By James Kochalka
James Kochalka's cute, exuberant style is a perfect fit for kids' comics (and also, oddly, raunchy superhero spoofs like Superfuckers), and this newest book of his manages to pare his style down to a minimum while still retaining a lively sense of play, some hilarious dialogue, and some interesting stylistic techniques, including the incorporation of photos into the artwork (or vice versa, considering that the bright linework is drawn on top of photographic backgrounds of peaceful nature scenes).
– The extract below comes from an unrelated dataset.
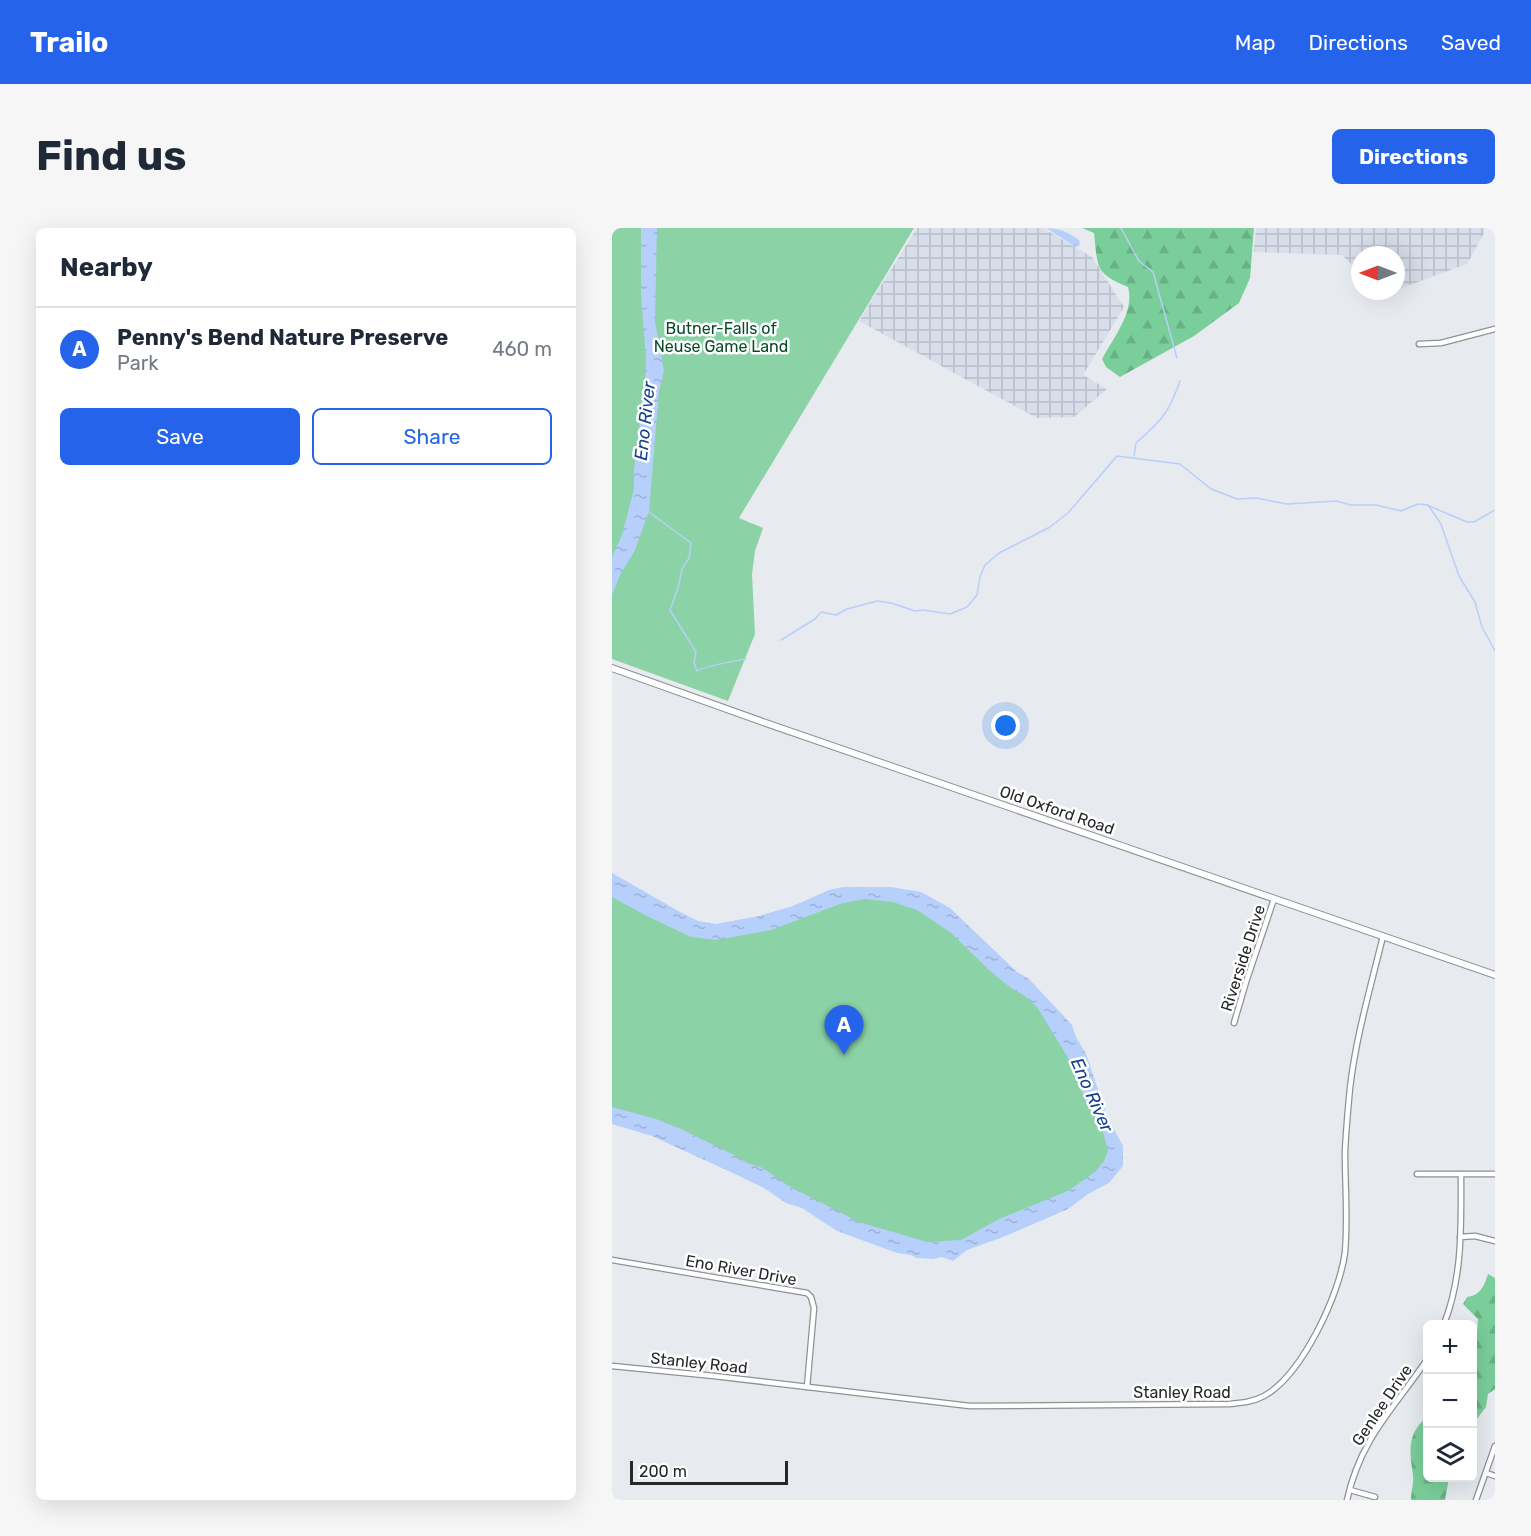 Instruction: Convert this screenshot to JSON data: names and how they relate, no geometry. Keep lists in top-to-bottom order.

That last element is possibly the most interesting here, as the small cast of characters, consisting of the eponymous punchmaster, a tag-along monster kid named Spoony-E, and their prey, are "played", respectively, by Kochalka's cat, his son Eli, and Kochalka himself, with parts of their faces appearing to peek out through holes in their faces, making it seem as though they are wearing costumes and playing parts in this silly drama. Kochalka makes his two main characters "act" especially well, with only their eyes and noses actually being visible, and choosing photos that manage to perfectly convey their emotions, which would be excitement and enthusiasm in the case of Spoony, and suspicion and wariness for Dragon Puncher (a perfect use of narrow-eyed cat expressions).
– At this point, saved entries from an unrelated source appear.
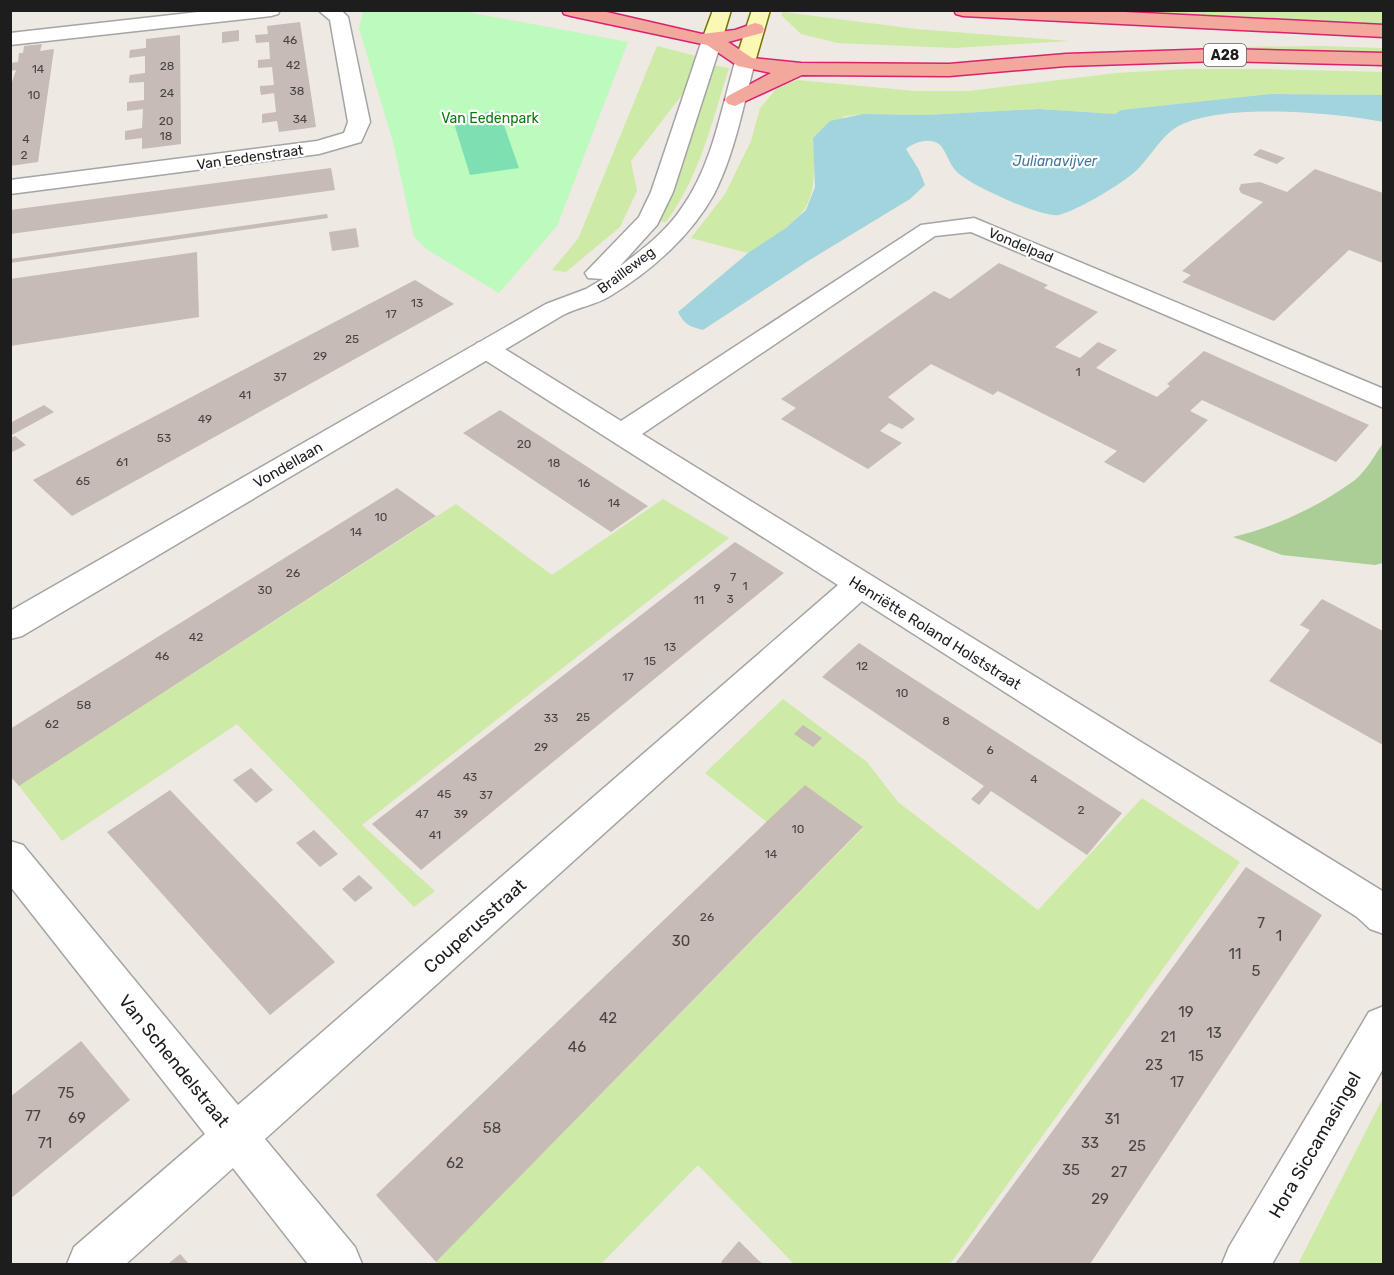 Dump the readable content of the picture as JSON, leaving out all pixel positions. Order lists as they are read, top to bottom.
{
  "streets": {
    "highway": ["A28"],
    "main road": ["Brailleweg"],
    "street": [
      "Van Eedenstraat",
      "Vondelpad",
      "Vondellaan",
      "Henriëtte Roland Holststraat",
      "Couperusstraat",
      "Van Schendelstraat",
      "Hora Siccamasingel"
    ]
  },
  "crossings": [
    ["A28", "Brailleweg"],
    ["Vondelpad", "Henriëtte Roland Holststraat"],
    ["Brailleweg", "Vondellaan"],
    ["Vondellaan", "Henriëtte Roland Holststraat"],
    ["Henriëtte Roland Holststraat", "Couperusstraat"],
    ["Couperusstraat", "Van Schendelstraat"]
  ],
  "water": ["Julianavijver"],
  "parks": ["Van Eedenpark"],
  "house_numbers": [
    "46",
    "42",
    "28",
    "14",
    "38",
    "24",
    "10",
    "34",
    "20",
    "18",
    "4",
    "2",
    "13",
    "17",
    "25",
    "29",
    "1",
    "37",
    "41",
    "49",
    "53",
    "20",
    "61",
    "18",
    "65",
    "16",
    "14",
    "10",
    "14",
    "26",
    "7",
    "1",
    "9",
    "30",
    "3",
    "11",
    "42",
    "13",
    "46",
    "15",
    "12",
    "17",
    "10",
    "58",
    "25",
    "33",
    "8",
    "62",
    "29",
    "6",
    "43",
    "4",
    "45",
    "37",
    "2",
    "47",
    "39",
    "10",
    "41",
    "14",
    "26",
    "7",
    "1",
    "30",
    "11",
    "5",
    "19",
    "42",
    "13",
    "21",
    "46",
    "15",
    "23",
    "17",
    "75",
    "77",
    "69",
    "31",
    "58",
    "71",
    "33",
    "25",
    "62",
    "35",
    "27",
    "29"
  ]
}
Kochalka himself pops up later as the slimy object of their hunt, and his whole face is visible, giving him the chance to overact to his heart's content, grimacing and scowling in a pretty hilarious approximation of a feral beast. This book was obviously a ton of fun to make, and while it's short (all the better for the multiple, regular readings that its target audience will demand), it's a lot of fun to read as well. It's about as simple as one of these stories can get, and there's no message to be taught (except maybe "kids can help out", if you want to stretch), making it a frivolous bit of silliness. If anybody is going to lead the way in quality kids' comics, it's Kochalka.